RECORDED DATA
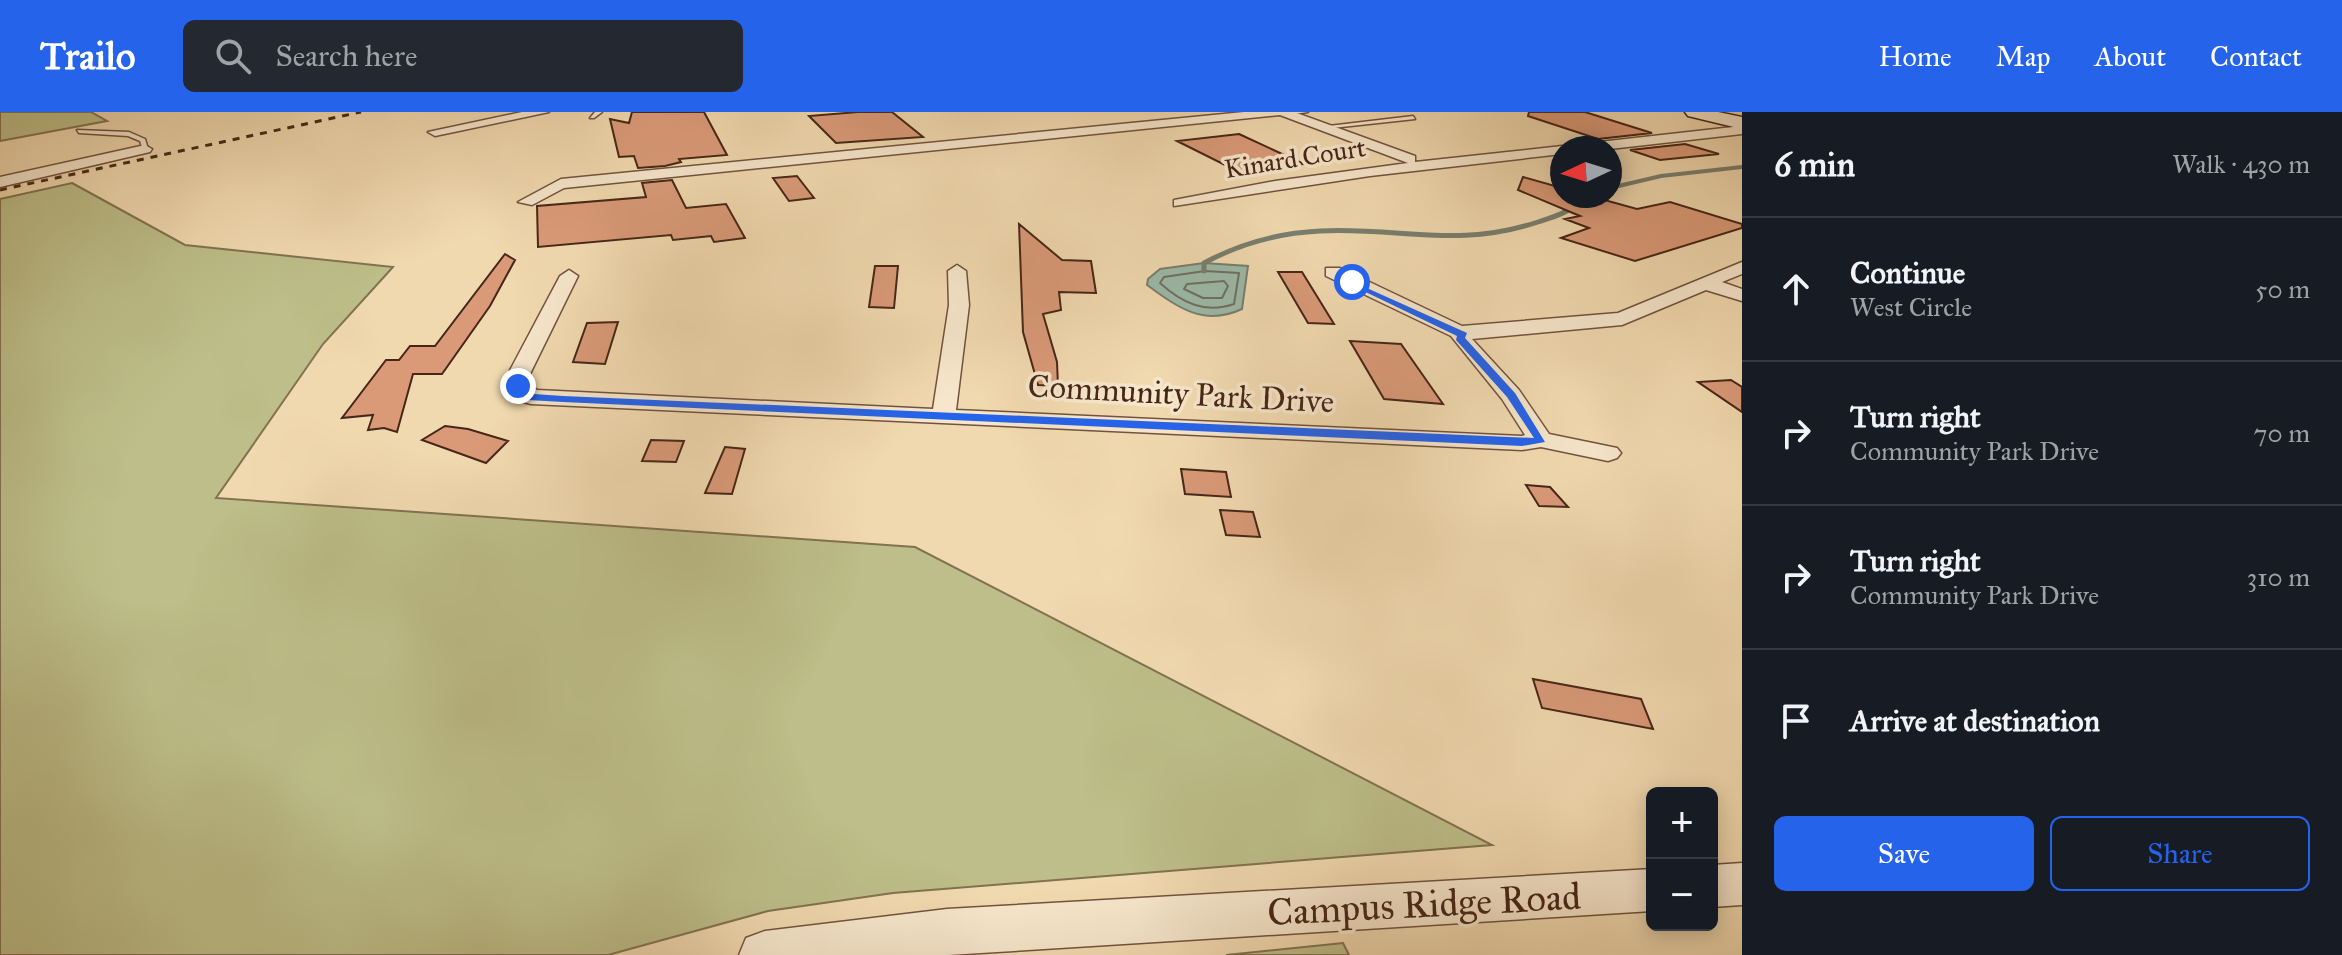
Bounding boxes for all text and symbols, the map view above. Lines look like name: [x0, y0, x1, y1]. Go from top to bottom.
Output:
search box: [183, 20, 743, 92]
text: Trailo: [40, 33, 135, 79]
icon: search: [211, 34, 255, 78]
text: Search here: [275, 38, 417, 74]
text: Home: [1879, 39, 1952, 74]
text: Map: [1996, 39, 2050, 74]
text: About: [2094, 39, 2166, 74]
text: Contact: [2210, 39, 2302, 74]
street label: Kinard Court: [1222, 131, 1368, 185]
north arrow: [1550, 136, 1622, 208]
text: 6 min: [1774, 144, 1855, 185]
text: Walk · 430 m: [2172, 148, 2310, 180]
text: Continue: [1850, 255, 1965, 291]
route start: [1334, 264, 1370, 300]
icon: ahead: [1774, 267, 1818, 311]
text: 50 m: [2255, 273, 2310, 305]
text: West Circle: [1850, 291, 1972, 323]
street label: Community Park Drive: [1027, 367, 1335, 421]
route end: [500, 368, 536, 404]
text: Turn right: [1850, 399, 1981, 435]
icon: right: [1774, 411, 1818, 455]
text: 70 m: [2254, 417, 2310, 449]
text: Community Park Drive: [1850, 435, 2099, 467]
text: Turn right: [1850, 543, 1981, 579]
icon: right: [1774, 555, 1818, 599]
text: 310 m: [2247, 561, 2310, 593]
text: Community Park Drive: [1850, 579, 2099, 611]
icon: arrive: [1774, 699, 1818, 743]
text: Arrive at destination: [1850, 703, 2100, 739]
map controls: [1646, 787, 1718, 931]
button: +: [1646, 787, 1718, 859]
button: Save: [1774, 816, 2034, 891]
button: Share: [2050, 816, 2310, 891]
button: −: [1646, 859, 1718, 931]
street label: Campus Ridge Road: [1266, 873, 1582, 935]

--

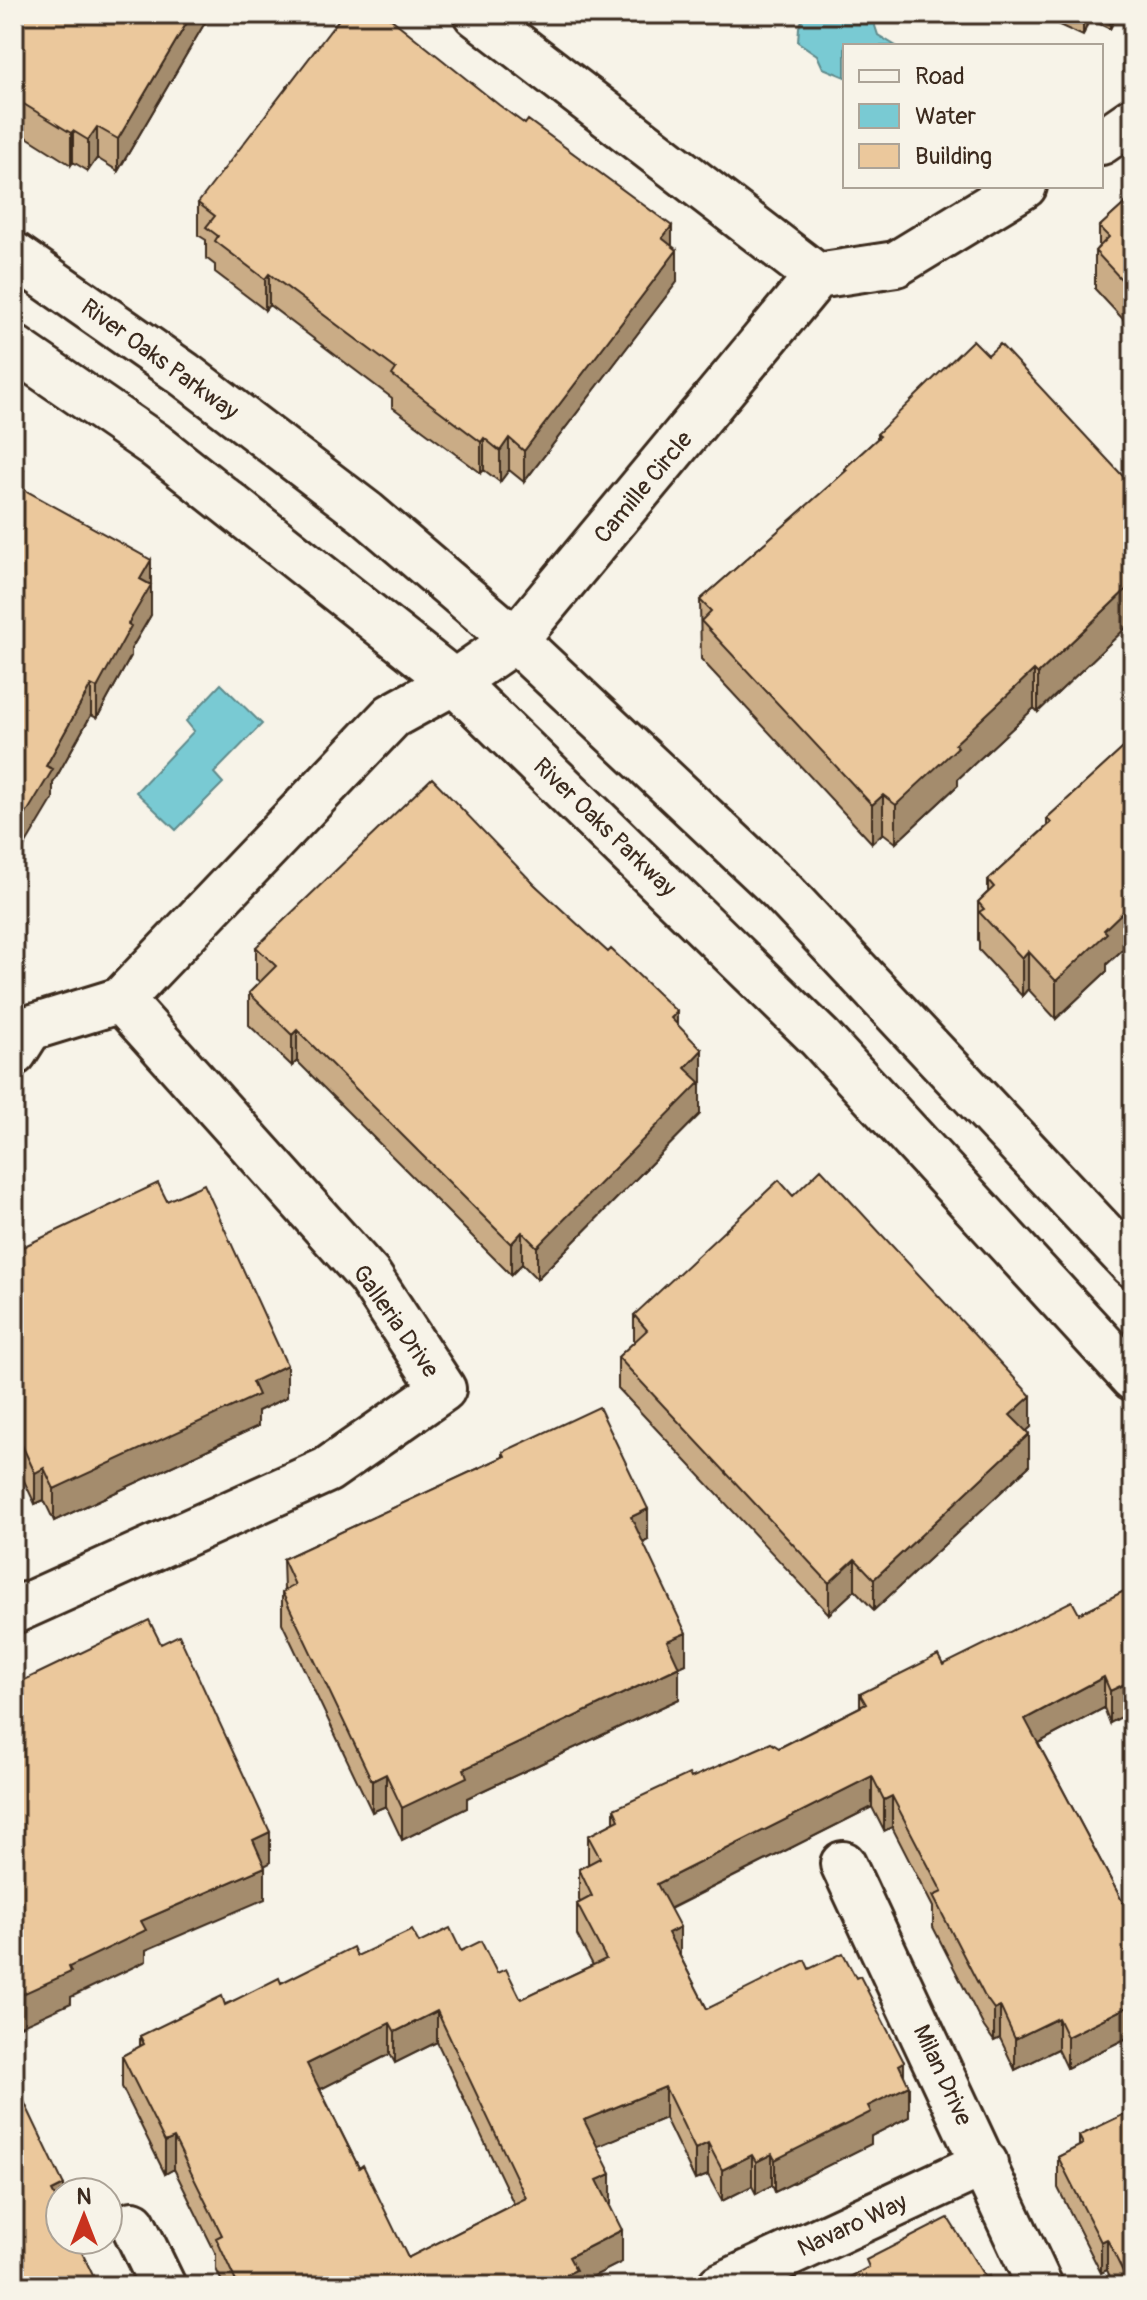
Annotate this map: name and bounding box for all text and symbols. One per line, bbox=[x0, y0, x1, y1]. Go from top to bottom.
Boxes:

WHAT IS BEING ASKED
Scan the data above; copy every line where "symbols" appears.

EXERCISE ANSWER
Bounding boxes for all text and symbols, the map view above. Lines look like name: [x0, y0, x1, y1]. Go from top to bottom.
Annotate this map: name and bounding box for all text and symbols. One per line, bbox=[x0, y0, x1, y1]. Go from top to bottom.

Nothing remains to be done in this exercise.